BEGIN Provided material

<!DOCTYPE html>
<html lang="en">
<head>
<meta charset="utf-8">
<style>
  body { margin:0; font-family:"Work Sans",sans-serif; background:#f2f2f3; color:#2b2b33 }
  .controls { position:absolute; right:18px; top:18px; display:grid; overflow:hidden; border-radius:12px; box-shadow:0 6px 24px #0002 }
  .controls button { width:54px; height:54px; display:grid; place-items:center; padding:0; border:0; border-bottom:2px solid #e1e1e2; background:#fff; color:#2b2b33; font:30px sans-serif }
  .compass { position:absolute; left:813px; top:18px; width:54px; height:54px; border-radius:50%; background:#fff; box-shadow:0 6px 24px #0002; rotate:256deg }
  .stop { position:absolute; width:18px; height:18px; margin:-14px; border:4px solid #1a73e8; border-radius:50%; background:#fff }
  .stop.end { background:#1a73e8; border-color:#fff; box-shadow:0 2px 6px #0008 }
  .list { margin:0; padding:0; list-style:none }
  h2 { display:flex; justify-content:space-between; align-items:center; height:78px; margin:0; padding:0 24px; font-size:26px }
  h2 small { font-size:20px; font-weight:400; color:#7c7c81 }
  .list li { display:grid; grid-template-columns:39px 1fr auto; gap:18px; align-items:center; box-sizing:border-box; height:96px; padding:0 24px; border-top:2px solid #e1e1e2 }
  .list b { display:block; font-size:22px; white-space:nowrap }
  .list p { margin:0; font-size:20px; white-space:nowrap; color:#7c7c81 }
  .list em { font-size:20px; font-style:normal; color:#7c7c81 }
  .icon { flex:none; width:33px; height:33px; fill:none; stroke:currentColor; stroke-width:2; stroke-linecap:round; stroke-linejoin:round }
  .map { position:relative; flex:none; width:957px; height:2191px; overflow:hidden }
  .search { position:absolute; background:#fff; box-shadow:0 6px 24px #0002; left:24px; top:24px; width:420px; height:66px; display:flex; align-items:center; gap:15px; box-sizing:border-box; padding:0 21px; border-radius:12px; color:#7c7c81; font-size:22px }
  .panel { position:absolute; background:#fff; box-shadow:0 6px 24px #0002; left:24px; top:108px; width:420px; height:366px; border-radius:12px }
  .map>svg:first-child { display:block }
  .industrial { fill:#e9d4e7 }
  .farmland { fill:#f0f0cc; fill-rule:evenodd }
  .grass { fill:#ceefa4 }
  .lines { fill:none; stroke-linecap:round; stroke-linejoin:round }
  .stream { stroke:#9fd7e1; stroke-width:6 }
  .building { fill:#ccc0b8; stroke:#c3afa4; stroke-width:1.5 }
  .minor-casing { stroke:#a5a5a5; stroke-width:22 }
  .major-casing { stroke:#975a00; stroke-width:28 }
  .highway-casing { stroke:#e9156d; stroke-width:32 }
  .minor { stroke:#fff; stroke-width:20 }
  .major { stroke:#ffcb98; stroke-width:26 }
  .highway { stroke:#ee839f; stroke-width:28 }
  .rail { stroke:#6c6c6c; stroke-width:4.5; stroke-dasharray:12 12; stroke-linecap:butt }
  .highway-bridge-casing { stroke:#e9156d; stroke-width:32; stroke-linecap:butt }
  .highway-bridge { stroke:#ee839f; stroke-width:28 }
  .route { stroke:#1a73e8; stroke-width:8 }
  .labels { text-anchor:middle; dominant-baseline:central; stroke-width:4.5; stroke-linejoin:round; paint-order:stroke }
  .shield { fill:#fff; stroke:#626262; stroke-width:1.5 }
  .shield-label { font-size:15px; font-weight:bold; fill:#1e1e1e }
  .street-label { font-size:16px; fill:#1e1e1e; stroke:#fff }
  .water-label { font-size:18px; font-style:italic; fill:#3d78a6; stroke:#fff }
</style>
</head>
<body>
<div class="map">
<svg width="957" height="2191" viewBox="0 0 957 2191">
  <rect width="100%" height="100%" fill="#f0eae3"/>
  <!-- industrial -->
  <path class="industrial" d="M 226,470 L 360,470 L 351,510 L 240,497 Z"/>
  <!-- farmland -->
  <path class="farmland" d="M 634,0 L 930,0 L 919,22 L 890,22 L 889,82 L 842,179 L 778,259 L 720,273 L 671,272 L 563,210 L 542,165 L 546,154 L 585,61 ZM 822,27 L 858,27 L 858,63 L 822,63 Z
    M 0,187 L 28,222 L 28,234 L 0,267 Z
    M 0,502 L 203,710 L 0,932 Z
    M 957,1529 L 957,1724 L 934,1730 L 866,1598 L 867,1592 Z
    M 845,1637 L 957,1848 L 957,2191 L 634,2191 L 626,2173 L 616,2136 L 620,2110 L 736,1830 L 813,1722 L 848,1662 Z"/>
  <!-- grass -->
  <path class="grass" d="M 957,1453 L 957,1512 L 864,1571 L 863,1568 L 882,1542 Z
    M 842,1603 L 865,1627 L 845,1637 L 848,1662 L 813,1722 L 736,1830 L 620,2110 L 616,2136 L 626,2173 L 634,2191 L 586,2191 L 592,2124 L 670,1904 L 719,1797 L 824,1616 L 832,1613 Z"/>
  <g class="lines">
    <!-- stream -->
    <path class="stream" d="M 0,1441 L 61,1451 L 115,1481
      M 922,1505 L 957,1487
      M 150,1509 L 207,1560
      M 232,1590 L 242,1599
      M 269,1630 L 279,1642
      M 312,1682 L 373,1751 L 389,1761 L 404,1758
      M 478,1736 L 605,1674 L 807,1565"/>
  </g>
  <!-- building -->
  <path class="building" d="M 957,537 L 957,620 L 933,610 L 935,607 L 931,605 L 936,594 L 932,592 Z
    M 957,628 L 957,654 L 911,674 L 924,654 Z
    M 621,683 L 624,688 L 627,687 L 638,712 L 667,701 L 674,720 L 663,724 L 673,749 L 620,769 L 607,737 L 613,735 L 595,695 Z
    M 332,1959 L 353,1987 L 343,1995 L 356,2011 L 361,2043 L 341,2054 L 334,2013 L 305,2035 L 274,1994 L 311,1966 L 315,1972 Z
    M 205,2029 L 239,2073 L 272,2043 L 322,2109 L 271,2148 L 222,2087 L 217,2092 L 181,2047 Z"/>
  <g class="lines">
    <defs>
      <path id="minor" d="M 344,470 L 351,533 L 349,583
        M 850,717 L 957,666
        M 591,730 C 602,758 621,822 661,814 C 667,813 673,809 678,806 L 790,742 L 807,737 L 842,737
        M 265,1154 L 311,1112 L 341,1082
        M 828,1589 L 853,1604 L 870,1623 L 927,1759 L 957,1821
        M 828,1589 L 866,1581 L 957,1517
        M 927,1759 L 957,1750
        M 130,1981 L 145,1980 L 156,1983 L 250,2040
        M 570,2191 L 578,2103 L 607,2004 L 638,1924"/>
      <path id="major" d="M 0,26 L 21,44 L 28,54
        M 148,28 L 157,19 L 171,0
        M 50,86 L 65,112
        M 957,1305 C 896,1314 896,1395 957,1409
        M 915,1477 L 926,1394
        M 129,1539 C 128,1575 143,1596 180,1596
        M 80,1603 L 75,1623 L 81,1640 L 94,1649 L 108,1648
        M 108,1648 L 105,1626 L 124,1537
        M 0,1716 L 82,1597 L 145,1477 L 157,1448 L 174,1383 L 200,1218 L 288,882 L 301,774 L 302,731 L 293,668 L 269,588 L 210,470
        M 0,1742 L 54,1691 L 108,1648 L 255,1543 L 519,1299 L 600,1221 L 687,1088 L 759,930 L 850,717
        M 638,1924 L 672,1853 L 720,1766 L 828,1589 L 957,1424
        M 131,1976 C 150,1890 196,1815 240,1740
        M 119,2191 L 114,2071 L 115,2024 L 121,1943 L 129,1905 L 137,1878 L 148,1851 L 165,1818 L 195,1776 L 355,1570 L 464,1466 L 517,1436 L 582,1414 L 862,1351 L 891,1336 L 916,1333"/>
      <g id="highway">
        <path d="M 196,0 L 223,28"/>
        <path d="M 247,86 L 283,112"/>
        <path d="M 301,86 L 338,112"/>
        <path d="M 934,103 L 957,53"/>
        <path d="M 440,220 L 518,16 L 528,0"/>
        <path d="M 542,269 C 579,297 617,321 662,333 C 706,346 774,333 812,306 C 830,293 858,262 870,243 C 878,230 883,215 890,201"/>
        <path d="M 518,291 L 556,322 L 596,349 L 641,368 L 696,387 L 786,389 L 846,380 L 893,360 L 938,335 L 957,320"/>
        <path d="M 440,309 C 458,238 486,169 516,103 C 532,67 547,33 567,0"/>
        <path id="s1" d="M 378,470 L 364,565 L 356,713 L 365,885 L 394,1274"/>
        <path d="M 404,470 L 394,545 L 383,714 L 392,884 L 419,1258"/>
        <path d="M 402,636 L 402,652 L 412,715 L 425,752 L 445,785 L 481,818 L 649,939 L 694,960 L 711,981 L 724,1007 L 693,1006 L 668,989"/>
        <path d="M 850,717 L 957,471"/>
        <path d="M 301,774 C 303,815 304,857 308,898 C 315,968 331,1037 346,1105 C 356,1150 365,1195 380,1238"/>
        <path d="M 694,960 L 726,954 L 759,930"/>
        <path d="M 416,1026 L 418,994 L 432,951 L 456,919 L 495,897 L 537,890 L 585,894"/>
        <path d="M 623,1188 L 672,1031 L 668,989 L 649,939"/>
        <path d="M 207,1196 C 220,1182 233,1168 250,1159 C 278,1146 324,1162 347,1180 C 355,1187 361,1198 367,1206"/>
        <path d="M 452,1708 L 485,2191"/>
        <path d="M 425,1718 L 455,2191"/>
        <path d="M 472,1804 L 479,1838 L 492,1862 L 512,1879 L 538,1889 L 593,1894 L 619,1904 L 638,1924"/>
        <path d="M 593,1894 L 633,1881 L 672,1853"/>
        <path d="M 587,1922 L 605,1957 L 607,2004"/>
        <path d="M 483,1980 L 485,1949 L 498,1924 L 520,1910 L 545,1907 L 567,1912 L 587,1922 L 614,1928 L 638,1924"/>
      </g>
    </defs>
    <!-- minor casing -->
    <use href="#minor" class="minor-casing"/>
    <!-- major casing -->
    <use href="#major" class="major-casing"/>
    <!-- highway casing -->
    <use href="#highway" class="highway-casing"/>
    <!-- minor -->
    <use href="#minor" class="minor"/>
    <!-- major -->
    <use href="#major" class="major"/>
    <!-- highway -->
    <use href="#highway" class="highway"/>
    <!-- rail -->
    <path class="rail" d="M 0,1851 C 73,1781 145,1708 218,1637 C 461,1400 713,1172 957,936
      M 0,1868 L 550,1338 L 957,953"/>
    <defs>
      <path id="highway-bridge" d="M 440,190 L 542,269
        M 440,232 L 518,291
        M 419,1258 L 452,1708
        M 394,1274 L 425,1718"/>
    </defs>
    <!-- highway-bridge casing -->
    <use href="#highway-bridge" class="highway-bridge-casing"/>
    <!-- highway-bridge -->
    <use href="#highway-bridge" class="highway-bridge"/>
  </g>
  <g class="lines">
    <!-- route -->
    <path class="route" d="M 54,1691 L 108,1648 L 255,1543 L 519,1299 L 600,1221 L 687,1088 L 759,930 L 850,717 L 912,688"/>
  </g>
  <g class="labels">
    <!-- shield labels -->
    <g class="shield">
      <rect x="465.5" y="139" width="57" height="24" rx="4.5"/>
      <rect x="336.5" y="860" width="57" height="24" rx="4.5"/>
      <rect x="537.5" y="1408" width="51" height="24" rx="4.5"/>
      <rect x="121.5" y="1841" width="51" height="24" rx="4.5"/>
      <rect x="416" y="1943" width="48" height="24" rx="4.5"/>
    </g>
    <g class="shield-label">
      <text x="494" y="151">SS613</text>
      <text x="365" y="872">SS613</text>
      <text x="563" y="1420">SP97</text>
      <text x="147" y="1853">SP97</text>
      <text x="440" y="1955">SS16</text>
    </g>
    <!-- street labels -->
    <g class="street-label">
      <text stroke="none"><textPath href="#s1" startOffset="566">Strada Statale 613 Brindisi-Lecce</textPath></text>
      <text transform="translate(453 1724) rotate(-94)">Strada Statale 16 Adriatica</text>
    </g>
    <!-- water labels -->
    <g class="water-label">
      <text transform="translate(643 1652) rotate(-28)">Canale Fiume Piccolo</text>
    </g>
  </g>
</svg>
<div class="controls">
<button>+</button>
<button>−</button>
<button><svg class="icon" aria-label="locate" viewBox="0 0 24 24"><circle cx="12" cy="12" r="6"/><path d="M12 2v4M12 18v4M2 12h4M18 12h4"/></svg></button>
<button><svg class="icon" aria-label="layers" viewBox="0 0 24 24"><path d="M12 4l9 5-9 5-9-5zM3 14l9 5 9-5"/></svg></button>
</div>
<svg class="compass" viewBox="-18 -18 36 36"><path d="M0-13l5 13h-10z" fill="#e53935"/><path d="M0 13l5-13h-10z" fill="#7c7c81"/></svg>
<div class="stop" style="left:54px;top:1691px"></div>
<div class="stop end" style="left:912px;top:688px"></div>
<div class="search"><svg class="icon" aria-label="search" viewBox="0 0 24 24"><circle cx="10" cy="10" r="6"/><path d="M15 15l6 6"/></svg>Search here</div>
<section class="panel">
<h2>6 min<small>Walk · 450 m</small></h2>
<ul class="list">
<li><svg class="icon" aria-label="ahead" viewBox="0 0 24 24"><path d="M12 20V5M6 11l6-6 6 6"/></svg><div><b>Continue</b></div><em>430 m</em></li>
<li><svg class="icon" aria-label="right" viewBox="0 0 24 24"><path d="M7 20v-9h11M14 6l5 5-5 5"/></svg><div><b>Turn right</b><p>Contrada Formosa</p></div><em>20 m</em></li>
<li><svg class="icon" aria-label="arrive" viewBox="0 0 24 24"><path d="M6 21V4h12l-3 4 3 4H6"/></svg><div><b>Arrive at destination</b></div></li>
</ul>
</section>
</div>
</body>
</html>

END Provided material

◆ **Required action**
Transcribe the records above from the line holding "<!-- shield labels -->" down to the line holding "<button>+</button>", inclusive, without adding anything.

◆ **Finished task**
    <!-- shield labels -->
    <g class="shield">
      <rect x="465.5" y="139" width="57" height="24" rx="4.5"/>
      <rect x="336.5" y="860" width="57" height="24" rx="4.5"/>
      <rect x="537.5" y="1408" width="51" height="24" rx="4.5"/>
      <rect x="121.5" y="1841" width="51" height="24" rx="4.5"/>
      <rect x="416" y="1943" width="48" height="24" rx="4.5"/>
    </g>
    <g class="shield-label">
      <text x="494" y="151">SS613</text>
      <text x="365" y="872">SS613</text>
      <text x="563" y="1420">SP97</text>
      <text x="147" y="1853">SP97</text>
      <text x="440" y="1955">SS16</text>
    </g>
    <!-- street labels -->
    <g class="street-label">
      <text stroke="none"><textPath href="#s1" startOffset="566">Strada Statale 613 Brindisi-Lecce</textPath></text>
      <text transform="translate(453 1724) rotate(-94)">Strada Statale 16 Adriatica</text>
    </g>
    <!-- water labels -->
    <g class="water-label">
      <text transform="translate(643 1652) rotate(-28)">Canale Fiume Piccolo</text>
    </g>
  </g>
</svg>
<div class="controls">
<button>+</button>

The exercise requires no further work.